Tijdens de zitting op 14 november 2005 werd vastgesteld dat de dagvaarding geldig was en dat de rechtbank bevoegd was om de zaak te behandelen. De politierechter heeft de verklaringen van de betrokken partijen en de bewijsstukken zorgvuldig overwogen. De buurvrouw verklaarde dat zij de bloempotten ternauwernood kon ontwijken, maar de verdachte betwistte de beschuldigingen en stelde dat zij niet op de buurvrouw mikte.

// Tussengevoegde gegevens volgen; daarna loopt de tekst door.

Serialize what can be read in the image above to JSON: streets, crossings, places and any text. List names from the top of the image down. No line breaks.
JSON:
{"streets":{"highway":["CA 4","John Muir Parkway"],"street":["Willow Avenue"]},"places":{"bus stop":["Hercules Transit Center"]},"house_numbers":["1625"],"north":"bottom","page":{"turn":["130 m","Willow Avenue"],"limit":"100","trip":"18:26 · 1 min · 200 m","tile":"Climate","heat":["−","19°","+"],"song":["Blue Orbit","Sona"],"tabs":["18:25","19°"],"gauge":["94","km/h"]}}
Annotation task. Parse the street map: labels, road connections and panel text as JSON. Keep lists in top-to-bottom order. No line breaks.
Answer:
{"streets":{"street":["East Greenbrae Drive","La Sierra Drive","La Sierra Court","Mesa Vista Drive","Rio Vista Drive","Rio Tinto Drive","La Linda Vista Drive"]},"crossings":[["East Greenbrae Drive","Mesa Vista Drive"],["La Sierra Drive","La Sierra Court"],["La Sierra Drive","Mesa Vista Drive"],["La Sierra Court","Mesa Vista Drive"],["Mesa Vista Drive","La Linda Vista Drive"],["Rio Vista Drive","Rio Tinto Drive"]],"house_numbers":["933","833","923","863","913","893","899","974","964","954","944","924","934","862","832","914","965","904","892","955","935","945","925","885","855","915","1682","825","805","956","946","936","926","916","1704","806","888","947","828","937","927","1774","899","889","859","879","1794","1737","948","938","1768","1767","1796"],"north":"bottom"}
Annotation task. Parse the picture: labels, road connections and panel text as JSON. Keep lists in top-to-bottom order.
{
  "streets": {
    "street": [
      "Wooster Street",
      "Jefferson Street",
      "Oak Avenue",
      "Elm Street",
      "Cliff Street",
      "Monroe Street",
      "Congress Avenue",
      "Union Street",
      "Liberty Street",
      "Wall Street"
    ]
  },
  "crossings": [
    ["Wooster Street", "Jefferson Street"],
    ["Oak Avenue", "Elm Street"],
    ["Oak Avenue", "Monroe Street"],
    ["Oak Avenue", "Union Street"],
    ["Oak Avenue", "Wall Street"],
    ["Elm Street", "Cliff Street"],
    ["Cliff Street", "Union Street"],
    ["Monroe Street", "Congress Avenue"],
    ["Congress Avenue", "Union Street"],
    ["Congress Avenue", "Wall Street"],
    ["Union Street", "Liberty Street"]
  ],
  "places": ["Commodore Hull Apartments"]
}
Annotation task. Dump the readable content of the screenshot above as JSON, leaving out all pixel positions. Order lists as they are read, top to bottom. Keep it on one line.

De politierechter concludeerde dat er onvoldoende bewijs was voor zowel de poging tot zware mishandeling als de eenvoudige mishandeling. De buurvrouw had weliswaar een schram op haar voorhoofd, maar er was geen overtuigend bewijs dat deze was veroorzaakt door de bloempotten. De politierechter sprak de verdachte vrij van alle tenlastegelegde feiten en verklaarde de benadeelde partij niet ontvankelijk in haar vordering, aangezien er geen straf of maatregel aan de verdachte was opgelegd. De kosten van de benadeelde partij werden op nihil begroot.
De uitspraak vond plaats op 28 november 2005, waarbij de politierechter, mr. A.P. Hameete, in tegenwoordigheid van griffier M. Baltus, het vonnis uitsprak. De griffier was niet in staat om het vonnis mede te ondertekenen.